Okay I feel a bit stupid for even asking this but where are you coming from? My In-Laws live in Rapid and we wish we could take the train there. I have analyized it from a variety of strategies but it is not an easy venture. Mom came to visit us via Amtrak a few years ago but had to get to Denver to catch the train. We have taken most of the routes around the area so I could suggest strategies but I don't know where you are departing from, I guess I missed something. 

Always lurking...


----------



## boratwanksta (Aug 12, 2006)

radsmom said:


> Okay I feel a bit stupid for even asking this but where are you coming from? My In-Laws live in Rapid and we wish we could take the train there. I have analyized it from a variety of strategies but it is not an easy venture. Mom came to visit us via Amtrak a few years ago but had to get to Denver to catch the train. We have taken most of the routes around the area so I could suggest strategies but I don't know where you are departing from, I guess I missed something.
> 
> 
> Always lurking...


it looks like from where you live(and based on my limited knowledge of where Greyhound and other bus carriers run routes along), you unfortunately don't have any easy ways to catch an Amtrak train. unfortunately, i can only think of 2 not-so-easy ways to get there: taking a bus east from Rapid Falls to Sioux Falls, SD, then take a connecting bus either north or south to Fargo, ND(for the Empire Builder), or to Omaha, NE(California Zephyr). and if you drive by car to an Amtrak station, Williston is the closest Empire Builder stop, and Fort Morgan, CO is the closest California Zephyr stop(both sadly being hundreds of miles away from Rapid Cty). only bad thing is that if you try to catch the train in Fargo, the trains stop in the VERY MIDDLE of the night. going to Omaha(if you decide to connect to Amtrak via a bus) would be better, as the westbound train comes during the evening, and the eastbound one arrives in the early morning hours(the latter one typically runs 2-3 hours late most of the time, due to UP's stupid dispatchers that give freights priority). :angry: i think probably going to Williston(staffed station), or to Omaha(staffed station) are probably your best bets, as both stations have actual station agents handling ticketing, and the trains don't arrive in the VERY MIDDLE of the night(unlike if you were to board in Fort Morgan(unstaffed station) or in Fargo(staffed station)).

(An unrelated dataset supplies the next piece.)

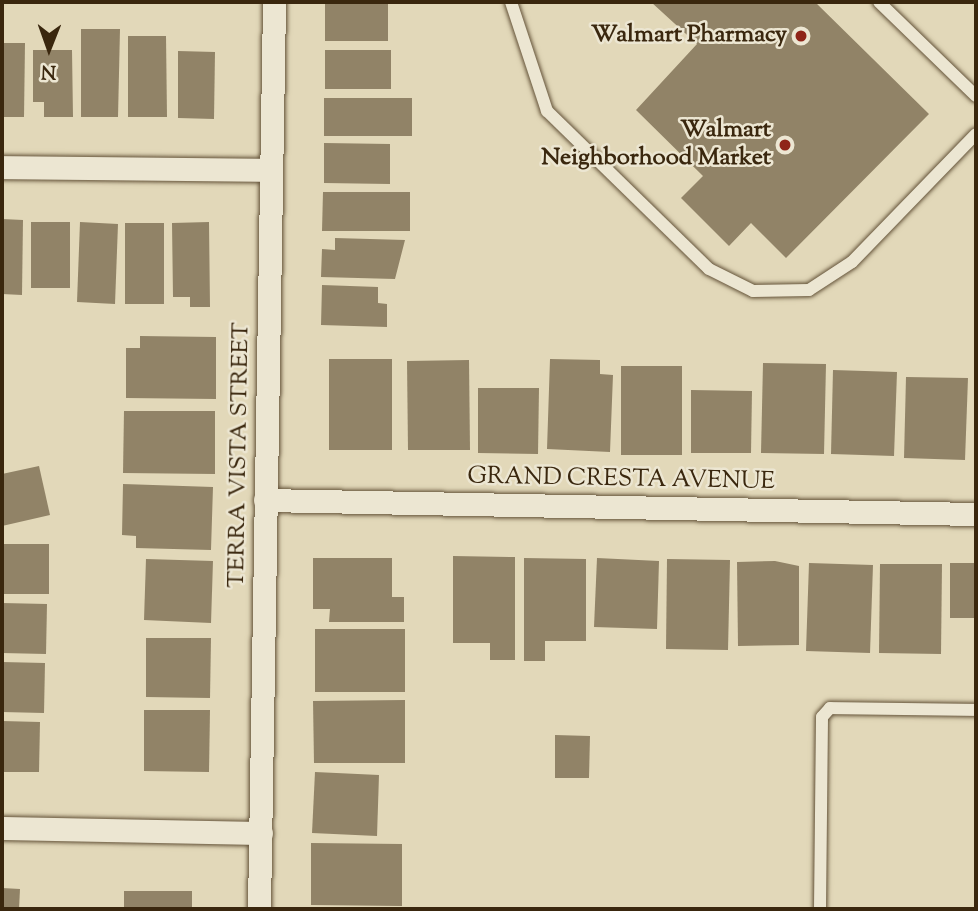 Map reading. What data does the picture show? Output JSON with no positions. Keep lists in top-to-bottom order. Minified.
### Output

just to fill me in, where are trying to specifically go on Amtrak? i could give you a much better reply if i could figure out where you are trying to travel to.


----------



## boratwanksta (Aug 12, 2006)

^ sorry, i see i completely misread your post!! didn't realize you were trying to go to Rapid City and to Mt. Rushmore. where are you traveling from to get to SD??


----------



## Sam Damon (Aug 13, 2006)

Of course, SD is one of the states that has *zero* Amtrak service.

I think most chances of restoring any Amtrak service there went away when The Milwaukee Road became defunct.


----------



## PennCentralFan (Aug 13, 2006)

Sam Damon said:


> Of course, SD is one of the states that has *zero* Amtrak service.
> I think most chances of restoring any Amtrak service there went away when The Milwaukee Road became defunct.


That is a shame. I believe that a Chicago-Des Moines, Iowa City, Sioux City, Sioux Falls, Pierre, Vermillion and Rapid City to Denver route has potential.


----------



## Tilley (Aug 13, 2006)

Sam Damon said:


> Of course, SD is one of the states that has *zero* Amtrak service.
> I think most chances of restoring any Amtrak service there went away when The Milwaukee Road became defunct.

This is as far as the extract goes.